## HOW TO COMPLETE THIS TASK
Only a number is wanted here: the number of lines of the data that include "stream".

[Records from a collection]
- Opening Delimiter -

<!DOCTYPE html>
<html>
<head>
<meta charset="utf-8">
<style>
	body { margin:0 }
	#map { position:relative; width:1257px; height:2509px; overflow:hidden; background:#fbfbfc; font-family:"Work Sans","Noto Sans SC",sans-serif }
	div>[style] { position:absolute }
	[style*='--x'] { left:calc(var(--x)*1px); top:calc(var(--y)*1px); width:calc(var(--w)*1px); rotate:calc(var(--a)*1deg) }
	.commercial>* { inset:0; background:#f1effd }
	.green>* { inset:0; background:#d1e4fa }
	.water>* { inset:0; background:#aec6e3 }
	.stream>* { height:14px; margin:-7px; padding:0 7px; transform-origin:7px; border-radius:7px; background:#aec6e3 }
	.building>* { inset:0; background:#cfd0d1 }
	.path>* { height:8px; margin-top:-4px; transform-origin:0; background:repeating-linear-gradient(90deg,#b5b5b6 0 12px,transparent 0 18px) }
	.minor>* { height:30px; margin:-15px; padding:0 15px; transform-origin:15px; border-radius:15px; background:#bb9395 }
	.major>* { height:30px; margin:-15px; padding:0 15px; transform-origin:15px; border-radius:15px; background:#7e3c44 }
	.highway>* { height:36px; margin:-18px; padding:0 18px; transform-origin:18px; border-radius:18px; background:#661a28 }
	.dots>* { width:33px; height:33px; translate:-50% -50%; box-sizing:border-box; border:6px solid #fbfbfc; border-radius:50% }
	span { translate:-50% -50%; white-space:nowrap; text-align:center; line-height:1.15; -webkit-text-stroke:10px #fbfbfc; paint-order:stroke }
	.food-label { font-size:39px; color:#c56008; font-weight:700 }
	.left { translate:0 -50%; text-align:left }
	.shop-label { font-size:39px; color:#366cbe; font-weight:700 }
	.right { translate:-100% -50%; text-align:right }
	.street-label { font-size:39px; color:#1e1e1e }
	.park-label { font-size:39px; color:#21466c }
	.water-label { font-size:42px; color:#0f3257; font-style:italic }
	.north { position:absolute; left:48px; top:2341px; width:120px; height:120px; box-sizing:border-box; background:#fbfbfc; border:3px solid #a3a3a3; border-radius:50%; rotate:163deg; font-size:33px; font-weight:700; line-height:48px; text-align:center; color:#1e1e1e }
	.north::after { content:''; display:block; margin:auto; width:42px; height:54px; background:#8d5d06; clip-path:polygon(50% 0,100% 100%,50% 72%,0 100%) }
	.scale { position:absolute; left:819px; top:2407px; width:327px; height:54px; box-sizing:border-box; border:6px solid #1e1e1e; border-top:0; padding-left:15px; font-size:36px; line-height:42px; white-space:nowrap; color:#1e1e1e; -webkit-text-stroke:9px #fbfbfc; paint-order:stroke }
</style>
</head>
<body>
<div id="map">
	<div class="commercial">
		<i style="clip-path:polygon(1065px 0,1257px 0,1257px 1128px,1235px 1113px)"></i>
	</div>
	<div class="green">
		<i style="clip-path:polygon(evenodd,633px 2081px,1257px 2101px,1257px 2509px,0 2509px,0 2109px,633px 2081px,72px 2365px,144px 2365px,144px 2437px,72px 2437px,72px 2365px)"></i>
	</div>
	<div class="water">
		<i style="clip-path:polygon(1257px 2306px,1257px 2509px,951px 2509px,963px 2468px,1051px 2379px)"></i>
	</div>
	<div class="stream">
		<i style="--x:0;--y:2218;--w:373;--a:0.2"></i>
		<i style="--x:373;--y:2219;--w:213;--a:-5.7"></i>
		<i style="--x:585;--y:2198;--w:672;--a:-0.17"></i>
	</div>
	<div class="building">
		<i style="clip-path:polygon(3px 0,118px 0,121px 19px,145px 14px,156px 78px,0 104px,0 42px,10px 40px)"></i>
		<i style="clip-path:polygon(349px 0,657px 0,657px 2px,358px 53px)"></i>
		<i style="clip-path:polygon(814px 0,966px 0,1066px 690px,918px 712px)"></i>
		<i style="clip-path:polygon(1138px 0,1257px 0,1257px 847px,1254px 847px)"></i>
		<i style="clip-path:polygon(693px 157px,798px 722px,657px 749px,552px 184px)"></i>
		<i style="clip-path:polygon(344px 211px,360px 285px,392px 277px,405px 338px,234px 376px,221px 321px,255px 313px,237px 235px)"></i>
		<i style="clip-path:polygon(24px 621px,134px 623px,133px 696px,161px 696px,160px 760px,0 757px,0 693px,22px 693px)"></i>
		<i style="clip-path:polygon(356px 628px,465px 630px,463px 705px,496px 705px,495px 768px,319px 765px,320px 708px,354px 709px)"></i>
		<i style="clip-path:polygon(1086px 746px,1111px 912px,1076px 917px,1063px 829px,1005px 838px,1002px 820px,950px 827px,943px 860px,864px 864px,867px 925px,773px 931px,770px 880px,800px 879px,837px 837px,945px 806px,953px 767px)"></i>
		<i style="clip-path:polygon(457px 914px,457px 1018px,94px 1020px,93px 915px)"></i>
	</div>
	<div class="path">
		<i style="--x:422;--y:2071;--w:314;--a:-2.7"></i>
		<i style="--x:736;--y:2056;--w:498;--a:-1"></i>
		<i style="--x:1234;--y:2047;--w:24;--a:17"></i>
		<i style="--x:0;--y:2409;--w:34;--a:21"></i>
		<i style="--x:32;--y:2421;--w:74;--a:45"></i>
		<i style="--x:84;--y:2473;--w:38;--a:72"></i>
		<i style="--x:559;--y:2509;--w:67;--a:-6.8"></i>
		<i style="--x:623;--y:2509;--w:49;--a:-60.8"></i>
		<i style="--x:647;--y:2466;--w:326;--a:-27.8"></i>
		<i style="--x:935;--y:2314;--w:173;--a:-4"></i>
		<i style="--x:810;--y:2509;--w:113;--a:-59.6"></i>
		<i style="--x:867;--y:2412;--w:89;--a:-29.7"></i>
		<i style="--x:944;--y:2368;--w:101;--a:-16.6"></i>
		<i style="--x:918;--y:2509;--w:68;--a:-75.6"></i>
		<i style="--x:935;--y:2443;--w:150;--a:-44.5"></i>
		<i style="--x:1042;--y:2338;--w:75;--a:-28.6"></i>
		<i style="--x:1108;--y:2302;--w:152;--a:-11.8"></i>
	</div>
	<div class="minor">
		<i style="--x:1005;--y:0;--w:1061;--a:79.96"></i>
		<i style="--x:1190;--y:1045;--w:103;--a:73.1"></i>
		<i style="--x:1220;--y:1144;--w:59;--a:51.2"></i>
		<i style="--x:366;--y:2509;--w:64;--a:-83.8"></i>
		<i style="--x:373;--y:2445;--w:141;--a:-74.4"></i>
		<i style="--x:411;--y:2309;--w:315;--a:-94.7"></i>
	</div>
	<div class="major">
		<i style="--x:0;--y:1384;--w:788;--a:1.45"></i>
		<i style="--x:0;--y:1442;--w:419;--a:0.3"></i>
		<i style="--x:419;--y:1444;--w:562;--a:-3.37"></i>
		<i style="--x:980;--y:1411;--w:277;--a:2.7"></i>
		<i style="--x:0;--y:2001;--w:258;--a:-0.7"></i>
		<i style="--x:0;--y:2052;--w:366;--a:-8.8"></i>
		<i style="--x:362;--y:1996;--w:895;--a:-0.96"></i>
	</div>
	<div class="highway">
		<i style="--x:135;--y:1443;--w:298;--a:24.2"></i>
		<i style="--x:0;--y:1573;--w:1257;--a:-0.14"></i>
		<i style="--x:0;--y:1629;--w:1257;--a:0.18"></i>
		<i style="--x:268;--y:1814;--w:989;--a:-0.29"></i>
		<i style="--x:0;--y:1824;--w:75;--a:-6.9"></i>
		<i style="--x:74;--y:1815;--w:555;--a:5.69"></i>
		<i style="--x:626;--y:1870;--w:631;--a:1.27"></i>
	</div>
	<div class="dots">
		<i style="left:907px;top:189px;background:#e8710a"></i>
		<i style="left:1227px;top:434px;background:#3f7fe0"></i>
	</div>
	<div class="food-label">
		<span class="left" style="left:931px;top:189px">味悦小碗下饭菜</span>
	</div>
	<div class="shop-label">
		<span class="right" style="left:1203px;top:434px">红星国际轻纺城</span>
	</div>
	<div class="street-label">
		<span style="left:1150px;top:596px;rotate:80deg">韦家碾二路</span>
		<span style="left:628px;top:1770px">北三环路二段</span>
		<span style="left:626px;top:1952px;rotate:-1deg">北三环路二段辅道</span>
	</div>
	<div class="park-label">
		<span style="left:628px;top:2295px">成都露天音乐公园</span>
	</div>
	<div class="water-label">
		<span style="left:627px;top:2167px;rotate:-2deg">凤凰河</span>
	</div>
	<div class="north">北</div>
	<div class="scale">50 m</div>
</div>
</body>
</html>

- Closing Delimiter -

## RESPONSE TO THIS TASK
2